A lumbar laminectomy is a minimally invasive surgery that is designed to relieve moderate to severe low back pain that has not been helped by other less drastic medical methods. This procedure is typically elective and involves the surgical removal of a segment of the spine (known as the lamina) which is located on the dorsal surface area of the spinal vertebrae. Like any surgery, there are risk factors involved and it is important that if you are considering this procedure that you understand the procedure and what it entails.
This procedure is ordinarily performed while the patient is under the influence of general anesthesia, in a sterile surgical center (this location is usually inside of a hospital but in certain circumstances can be performed in an alternate surgical facility.) Before surgery starts, the patient is placed on their stomach or side (dependent on the nature of their pain condition) and the surgeon would then make a small incision over the area containing the damaged vertebrae to begin the lumbar laminectomy.
At this point in the operation the surgeon would then make use of a retractor that will make ample space for them to work on the area by gently spreading the muscle and tissues that are covering the spine. When this has been completed the operating surgeon will cut away as much of the lamina as needed in order to expose the ligamentum flavum which is the long yellow mass of connective tissues that are attached to the vertebrae and help support the spine. Once exposed, an incision will be made into the ligamentum flavum to expose the compressed nerve that is causing the patients low back pain and help to relieve the pressure on it.

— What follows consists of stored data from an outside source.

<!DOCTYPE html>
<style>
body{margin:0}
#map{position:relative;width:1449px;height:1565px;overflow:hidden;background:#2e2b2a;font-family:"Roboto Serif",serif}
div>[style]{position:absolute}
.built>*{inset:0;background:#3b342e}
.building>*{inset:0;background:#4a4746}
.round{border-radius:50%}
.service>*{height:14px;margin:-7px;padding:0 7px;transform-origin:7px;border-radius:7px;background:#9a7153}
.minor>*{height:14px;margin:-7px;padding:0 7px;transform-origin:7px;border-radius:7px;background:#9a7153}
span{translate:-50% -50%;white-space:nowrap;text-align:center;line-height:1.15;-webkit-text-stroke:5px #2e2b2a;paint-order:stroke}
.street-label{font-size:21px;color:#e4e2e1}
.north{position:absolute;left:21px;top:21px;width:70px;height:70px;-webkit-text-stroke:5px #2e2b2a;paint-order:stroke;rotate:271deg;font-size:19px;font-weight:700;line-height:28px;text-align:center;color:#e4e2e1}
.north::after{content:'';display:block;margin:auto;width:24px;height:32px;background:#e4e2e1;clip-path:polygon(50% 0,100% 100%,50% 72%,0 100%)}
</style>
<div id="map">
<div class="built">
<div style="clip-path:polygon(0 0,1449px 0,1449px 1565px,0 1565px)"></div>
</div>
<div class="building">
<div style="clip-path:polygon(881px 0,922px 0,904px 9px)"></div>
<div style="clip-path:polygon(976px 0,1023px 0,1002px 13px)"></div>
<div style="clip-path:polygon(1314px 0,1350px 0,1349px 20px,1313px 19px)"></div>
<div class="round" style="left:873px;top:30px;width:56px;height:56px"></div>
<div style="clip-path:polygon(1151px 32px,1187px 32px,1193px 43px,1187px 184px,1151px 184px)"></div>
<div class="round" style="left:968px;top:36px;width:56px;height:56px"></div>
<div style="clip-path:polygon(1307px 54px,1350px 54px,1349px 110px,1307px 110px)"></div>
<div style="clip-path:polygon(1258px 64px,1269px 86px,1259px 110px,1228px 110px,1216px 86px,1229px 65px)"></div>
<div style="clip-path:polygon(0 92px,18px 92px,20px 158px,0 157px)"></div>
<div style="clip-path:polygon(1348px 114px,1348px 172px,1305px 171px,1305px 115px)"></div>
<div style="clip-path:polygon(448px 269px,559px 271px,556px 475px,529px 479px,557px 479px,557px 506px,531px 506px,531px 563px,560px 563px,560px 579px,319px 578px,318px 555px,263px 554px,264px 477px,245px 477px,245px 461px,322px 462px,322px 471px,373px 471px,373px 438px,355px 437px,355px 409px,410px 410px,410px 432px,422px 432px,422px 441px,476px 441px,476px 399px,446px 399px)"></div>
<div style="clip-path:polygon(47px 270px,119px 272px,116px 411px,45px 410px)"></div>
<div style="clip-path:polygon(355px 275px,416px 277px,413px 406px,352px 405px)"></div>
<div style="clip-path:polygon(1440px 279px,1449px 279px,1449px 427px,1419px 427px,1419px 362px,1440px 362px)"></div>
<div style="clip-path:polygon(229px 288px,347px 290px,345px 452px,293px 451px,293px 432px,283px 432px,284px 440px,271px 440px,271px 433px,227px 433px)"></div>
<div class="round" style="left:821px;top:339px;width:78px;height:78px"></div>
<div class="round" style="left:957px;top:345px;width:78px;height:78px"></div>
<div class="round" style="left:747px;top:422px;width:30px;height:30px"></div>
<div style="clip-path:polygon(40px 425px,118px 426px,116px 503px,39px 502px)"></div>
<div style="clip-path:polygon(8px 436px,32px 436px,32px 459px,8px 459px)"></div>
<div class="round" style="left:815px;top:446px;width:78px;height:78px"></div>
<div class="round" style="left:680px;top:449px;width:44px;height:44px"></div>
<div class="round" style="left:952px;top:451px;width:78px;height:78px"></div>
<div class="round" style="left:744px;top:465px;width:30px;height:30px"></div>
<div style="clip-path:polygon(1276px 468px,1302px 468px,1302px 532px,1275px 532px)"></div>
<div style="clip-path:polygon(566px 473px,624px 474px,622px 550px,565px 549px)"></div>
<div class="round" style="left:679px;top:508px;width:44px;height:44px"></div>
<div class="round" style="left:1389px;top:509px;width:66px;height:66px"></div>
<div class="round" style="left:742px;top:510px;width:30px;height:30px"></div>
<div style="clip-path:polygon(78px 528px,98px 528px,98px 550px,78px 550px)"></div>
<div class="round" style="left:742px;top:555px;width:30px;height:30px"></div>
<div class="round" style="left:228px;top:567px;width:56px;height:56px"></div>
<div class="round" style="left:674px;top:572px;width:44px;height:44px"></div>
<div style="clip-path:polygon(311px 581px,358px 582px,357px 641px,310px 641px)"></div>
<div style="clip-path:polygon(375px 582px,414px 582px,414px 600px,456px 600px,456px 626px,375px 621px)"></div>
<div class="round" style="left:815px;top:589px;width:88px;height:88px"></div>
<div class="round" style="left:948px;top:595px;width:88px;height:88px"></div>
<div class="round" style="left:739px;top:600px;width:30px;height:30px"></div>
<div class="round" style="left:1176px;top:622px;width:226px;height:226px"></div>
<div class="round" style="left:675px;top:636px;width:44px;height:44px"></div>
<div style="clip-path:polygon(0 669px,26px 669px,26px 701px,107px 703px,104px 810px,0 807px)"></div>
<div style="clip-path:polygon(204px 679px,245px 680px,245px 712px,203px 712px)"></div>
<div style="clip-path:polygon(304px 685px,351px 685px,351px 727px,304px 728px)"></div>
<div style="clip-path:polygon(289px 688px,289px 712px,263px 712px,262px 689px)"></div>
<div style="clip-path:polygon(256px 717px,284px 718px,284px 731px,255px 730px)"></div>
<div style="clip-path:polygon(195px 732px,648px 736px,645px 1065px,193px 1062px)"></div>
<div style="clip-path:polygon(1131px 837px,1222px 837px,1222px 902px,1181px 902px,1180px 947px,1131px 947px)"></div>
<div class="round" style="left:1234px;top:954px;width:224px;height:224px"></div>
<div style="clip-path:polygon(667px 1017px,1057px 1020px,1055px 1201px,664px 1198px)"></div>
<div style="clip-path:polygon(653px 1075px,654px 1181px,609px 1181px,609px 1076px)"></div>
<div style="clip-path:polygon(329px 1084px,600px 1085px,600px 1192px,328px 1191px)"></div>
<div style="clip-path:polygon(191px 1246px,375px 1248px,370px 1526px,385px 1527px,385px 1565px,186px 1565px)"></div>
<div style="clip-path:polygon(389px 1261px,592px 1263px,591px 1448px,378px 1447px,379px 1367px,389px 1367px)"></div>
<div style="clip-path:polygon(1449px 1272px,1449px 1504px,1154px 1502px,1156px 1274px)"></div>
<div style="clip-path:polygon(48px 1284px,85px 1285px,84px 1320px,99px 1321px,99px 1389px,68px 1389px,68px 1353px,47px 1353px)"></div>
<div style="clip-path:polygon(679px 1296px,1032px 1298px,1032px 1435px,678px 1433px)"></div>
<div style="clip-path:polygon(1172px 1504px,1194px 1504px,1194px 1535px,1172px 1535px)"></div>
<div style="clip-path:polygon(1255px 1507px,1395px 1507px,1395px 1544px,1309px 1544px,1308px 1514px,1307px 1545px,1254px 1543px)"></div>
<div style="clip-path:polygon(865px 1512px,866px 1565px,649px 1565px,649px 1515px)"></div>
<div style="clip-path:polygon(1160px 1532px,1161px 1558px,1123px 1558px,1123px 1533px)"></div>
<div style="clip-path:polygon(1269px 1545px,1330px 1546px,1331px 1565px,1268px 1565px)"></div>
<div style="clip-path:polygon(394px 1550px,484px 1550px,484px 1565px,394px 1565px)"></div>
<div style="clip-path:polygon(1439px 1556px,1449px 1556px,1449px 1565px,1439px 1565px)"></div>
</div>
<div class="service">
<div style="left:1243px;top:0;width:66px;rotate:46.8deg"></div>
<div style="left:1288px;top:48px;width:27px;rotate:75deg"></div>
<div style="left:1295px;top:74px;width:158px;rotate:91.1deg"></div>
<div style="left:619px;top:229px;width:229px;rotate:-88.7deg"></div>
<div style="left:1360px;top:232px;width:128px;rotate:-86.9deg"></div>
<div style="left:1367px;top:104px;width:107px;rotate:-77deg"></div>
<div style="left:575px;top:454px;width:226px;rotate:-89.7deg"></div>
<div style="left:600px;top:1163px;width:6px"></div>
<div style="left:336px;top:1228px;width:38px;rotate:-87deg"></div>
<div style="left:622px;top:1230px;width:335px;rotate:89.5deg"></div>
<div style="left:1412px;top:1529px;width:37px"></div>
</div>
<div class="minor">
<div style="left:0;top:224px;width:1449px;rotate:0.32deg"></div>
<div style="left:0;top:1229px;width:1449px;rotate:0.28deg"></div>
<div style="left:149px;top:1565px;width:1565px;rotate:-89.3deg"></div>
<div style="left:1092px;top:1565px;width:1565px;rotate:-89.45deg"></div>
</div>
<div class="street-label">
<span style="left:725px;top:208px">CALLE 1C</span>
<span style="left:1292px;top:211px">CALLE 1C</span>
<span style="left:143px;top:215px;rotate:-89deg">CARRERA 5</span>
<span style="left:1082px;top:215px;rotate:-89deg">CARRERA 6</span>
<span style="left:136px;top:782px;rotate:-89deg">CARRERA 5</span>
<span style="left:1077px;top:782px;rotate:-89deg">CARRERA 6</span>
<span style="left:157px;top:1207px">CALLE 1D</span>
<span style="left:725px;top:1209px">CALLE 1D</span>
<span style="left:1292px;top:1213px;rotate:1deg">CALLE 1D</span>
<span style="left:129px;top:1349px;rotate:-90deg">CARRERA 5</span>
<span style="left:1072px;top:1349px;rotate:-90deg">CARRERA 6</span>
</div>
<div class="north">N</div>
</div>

After a patient undergoes a lumbar laminectomy they will typically remain in the hospital facility for one to three days so that hospital staff can monitor the administration of antibiotics, pain meds and the patients overall aftercare and recovery. Aftercare at a surgical facility is highly recommended because it is shown to lower the risk the patient forming blood clots in the legs which can cause further complications.
There are said to be some major risks that accompany the procedure which can include bleeding, infection, blood clots, the possible worsening of back pain, and the possible leakage of spinal fluid and in some cases the loss of function in legs. Results of the surgery will vary based on the individual’s condition but in most cases the patient that undergoes this procedure can expect significant relief of back pain and an overall improvement of functioning. The surgery itself has a very low risk of death at one percent and an average of 64.4% rate of complete success. Although not all cases involving this procedure are successful, there is enough information to conclude that a lumbar laminectomy should be considered an option (along with other alternate forms of care) for those suffering from moderate to severe back pain in their day to day lives.